== Data shown ==

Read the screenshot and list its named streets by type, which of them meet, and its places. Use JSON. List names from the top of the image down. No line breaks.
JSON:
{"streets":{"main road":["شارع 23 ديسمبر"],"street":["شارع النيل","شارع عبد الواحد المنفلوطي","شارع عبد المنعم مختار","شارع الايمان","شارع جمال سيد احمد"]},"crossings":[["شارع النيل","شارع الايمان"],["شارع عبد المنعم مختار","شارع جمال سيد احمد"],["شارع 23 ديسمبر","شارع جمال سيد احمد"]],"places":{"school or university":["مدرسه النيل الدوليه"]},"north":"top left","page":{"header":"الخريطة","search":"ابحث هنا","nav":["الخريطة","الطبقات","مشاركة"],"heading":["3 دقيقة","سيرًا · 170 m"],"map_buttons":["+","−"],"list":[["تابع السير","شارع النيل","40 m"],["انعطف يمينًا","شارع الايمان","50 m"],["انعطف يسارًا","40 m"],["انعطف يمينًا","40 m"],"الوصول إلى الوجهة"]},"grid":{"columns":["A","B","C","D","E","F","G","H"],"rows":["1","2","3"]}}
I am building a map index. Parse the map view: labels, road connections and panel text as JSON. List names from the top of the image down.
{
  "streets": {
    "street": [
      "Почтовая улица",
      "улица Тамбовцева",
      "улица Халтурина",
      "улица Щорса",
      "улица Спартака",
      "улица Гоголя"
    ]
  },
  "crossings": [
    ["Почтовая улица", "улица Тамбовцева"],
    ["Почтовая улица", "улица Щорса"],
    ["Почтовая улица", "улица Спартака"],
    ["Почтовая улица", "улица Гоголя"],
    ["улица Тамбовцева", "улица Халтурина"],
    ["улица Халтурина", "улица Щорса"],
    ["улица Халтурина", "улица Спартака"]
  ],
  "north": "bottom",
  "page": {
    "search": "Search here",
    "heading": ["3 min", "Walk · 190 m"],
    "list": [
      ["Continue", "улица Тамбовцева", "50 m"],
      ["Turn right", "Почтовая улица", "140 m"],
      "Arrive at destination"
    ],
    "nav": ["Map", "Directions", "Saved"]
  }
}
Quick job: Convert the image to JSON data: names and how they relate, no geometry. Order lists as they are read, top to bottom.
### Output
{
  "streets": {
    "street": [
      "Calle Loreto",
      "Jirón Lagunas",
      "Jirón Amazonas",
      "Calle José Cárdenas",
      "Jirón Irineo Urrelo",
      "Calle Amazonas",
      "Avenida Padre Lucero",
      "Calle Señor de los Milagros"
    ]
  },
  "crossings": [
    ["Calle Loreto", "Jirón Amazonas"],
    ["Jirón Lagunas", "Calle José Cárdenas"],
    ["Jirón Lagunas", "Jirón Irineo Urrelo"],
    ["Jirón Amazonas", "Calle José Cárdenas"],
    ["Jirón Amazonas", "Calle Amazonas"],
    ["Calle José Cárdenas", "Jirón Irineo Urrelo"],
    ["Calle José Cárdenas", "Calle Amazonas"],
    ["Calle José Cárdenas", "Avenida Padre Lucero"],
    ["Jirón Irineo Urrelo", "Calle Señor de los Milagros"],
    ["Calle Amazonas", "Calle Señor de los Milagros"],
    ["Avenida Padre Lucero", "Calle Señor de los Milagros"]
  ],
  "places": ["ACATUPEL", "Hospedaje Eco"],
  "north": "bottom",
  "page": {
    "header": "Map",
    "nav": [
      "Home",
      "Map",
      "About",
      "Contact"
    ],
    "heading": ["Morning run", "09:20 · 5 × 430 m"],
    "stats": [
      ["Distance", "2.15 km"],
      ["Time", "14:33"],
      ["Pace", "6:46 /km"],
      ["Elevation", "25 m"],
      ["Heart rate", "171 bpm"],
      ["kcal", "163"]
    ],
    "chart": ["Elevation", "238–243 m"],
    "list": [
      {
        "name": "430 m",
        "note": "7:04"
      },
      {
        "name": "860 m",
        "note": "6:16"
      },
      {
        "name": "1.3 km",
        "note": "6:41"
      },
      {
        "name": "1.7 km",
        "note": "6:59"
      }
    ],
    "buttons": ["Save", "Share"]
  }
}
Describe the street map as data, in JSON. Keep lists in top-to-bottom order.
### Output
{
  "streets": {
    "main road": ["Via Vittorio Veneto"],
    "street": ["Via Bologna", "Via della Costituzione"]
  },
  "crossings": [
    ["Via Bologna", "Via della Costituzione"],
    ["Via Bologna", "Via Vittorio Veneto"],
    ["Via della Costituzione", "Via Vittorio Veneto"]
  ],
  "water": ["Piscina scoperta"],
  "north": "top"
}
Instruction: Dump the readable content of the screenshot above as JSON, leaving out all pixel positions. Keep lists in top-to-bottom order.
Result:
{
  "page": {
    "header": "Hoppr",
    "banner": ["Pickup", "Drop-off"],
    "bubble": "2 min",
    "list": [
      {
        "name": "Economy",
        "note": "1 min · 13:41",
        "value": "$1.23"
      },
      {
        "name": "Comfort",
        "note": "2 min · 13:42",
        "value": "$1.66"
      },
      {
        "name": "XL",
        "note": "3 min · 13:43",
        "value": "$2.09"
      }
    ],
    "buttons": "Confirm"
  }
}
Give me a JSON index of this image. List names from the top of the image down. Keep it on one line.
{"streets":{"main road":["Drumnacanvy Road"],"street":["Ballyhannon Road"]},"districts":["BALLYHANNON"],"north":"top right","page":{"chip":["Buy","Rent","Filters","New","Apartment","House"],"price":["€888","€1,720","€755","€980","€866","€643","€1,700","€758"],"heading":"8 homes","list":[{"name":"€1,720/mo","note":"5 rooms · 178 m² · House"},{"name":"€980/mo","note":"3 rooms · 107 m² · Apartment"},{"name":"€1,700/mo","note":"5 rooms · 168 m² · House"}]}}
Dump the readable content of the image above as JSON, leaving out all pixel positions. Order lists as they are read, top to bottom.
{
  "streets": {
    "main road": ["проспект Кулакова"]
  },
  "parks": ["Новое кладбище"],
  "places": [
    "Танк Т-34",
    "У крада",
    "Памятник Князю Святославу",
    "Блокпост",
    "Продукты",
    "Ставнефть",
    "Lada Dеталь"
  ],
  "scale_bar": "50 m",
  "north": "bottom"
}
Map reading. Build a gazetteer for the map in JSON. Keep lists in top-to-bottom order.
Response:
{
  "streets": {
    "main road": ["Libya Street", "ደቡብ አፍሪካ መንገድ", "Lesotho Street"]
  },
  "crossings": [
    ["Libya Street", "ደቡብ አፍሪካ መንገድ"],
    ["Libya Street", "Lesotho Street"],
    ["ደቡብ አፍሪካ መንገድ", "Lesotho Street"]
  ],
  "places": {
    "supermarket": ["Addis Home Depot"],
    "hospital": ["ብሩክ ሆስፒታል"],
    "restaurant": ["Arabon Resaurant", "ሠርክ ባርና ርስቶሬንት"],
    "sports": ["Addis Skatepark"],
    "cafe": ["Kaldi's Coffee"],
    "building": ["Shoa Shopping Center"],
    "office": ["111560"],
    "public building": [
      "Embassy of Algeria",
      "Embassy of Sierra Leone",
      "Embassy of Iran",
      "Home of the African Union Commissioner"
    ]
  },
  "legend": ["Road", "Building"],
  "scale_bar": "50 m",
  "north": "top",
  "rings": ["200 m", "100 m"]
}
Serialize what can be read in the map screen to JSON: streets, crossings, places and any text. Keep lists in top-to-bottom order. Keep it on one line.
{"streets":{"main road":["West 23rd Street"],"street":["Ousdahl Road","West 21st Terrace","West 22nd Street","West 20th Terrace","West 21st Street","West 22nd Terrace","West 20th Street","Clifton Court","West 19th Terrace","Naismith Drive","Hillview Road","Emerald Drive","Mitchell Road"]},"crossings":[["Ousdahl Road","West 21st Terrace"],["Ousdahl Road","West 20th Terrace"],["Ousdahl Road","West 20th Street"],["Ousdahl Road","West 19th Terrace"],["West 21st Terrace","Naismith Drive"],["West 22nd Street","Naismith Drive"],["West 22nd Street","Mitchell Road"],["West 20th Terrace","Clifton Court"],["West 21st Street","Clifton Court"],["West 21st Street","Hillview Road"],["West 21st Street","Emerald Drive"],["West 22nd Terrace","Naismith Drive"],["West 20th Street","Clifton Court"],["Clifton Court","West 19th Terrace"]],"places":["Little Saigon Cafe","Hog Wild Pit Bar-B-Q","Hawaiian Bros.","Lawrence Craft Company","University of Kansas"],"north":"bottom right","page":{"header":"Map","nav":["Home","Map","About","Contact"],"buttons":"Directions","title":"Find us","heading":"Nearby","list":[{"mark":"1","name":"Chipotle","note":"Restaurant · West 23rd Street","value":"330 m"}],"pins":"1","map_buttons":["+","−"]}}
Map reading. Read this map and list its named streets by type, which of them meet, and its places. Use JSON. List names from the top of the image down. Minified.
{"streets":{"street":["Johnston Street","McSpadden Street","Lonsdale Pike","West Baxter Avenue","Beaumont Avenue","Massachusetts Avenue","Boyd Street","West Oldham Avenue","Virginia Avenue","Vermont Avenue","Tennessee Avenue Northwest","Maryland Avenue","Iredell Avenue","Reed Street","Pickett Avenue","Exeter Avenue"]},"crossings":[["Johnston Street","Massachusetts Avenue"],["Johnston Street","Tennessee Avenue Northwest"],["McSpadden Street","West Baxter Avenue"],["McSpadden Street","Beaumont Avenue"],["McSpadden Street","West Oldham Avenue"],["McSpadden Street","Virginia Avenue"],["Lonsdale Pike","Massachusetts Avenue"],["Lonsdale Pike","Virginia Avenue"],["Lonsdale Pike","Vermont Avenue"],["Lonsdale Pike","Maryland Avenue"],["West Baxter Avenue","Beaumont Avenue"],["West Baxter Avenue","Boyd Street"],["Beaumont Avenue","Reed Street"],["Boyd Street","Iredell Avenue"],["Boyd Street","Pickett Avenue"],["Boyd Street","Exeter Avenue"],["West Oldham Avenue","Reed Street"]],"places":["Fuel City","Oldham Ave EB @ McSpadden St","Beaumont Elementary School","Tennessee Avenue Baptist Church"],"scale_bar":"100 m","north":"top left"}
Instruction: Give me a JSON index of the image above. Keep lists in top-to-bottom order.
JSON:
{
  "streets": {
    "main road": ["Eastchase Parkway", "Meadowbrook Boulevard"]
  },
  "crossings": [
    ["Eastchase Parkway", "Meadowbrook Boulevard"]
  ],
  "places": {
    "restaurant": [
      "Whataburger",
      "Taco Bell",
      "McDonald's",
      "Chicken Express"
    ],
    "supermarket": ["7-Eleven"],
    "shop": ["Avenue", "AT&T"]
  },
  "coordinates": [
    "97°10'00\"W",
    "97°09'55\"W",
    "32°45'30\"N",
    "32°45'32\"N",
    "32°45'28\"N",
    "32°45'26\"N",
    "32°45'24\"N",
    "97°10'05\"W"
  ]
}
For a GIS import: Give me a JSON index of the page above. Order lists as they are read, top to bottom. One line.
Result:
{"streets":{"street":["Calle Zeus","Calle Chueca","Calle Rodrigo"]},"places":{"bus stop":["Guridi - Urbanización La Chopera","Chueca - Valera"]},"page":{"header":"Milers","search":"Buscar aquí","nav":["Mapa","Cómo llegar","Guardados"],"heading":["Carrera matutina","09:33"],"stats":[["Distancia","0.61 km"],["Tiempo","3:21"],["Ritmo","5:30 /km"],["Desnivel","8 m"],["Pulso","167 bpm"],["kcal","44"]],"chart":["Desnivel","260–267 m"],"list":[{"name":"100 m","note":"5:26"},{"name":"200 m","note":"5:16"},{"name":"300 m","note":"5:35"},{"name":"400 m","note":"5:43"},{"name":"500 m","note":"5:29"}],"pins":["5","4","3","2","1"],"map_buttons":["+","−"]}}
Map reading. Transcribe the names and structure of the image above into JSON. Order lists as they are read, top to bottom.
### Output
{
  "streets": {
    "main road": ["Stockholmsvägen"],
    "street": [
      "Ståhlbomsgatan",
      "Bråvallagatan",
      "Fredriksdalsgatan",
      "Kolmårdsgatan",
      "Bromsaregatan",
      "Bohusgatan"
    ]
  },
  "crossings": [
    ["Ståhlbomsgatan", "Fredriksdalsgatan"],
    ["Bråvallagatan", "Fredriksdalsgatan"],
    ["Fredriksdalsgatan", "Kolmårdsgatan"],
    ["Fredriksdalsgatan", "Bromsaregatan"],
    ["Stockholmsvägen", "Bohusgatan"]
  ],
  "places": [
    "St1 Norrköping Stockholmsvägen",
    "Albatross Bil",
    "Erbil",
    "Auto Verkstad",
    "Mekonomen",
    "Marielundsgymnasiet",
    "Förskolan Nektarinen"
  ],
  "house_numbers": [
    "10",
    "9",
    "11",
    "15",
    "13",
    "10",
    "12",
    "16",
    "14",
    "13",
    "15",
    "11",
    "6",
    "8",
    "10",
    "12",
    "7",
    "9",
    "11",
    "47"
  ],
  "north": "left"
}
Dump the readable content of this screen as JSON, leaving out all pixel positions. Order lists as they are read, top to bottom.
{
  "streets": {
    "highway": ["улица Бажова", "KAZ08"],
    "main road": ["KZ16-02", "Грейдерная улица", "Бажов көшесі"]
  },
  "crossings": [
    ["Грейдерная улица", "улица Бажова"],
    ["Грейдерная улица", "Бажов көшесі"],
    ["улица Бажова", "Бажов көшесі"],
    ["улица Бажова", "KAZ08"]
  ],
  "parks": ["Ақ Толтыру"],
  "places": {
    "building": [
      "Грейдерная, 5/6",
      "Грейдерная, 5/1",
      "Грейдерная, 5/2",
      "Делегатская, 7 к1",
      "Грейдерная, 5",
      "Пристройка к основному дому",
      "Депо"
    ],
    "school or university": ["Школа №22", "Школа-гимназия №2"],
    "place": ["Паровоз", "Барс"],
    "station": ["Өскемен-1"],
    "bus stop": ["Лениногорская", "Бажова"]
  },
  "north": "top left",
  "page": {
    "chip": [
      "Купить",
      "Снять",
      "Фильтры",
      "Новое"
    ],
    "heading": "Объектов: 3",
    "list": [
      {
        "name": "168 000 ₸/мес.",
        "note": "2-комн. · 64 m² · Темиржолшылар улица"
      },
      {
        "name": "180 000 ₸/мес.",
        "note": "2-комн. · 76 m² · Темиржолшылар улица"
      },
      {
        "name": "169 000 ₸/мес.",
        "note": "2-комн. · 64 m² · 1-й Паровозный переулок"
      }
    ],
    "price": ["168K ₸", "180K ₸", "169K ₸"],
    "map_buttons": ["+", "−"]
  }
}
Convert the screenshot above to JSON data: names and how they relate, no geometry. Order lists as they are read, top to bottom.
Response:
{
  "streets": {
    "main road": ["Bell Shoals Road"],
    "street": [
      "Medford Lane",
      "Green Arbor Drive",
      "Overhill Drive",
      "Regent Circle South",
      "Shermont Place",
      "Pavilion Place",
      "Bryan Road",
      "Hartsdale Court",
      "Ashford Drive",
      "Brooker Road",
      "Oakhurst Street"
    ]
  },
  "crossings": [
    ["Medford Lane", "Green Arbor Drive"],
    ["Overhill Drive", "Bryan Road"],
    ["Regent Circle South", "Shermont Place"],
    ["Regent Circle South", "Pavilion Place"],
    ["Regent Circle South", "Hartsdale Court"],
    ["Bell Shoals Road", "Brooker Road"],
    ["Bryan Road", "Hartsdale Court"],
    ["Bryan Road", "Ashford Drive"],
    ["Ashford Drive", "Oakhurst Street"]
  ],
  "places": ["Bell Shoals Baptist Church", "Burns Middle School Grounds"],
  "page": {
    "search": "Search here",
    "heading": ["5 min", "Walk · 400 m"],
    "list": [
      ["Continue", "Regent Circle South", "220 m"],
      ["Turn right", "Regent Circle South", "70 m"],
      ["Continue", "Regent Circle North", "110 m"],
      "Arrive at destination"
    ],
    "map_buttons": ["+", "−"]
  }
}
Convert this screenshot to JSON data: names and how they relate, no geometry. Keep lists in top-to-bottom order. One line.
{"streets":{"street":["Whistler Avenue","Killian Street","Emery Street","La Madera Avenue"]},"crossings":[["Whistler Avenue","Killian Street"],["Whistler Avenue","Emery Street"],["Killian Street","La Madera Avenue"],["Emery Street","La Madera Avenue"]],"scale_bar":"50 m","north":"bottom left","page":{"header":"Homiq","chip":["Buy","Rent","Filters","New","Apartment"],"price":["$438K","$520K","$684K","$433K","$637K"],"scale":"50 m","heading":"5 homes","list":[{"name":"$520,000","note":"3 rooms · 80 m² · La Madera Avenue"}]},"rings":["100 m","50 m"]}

===

# Problem to work on:
Above are the entries. Quote exactly the lines from the one bearing "I am building" through the one bearing "Quick job: Convert".

# Exercise answer:
I am building a map index. Parse the map view: labels, road connections and panel text as JSON. List names from the top of the image down.
{
  "streets": {
    "street": [
      "Почтовая улица",
      "улица Тамбовцева",
      "улица Халтурина",
      "улица Щорса",
      "улица Спартака",
      "улица Гоголя"
    ]
  },
  "crossings": [
    ["Почтовая улица", "улица Тамбовцева"],
    ["Почтовая улица", "улица Щорса"],
    ["Почтовая улица", "улица Спартака"],
    ["Почтовая улица", "улица Гоголя"],
    ["улица Тамбовцева", "улица Халтурина"],
    ["улица Халтурина", "улица Щорса"],
    ["улица Халтурина", "улица Спартака"]
  ],
  "north": "bottom",
  "page": {
    "search": "Search here",
    "heading": ["3 min", "Walk · 190 m"],
    "list": [
      ["Continue", "улица Тамбовцева", "50 m"],
      ["Turn right", "Почтовая улица", "140 m"],
      "Arrive at destination"
    ],
    "nav": ["Map", "Directions", "Saved"]
  }
}
Quick job: Convert the image to JSON data: names and how they relate, no geometry. Order lists as they are read, top to bottom.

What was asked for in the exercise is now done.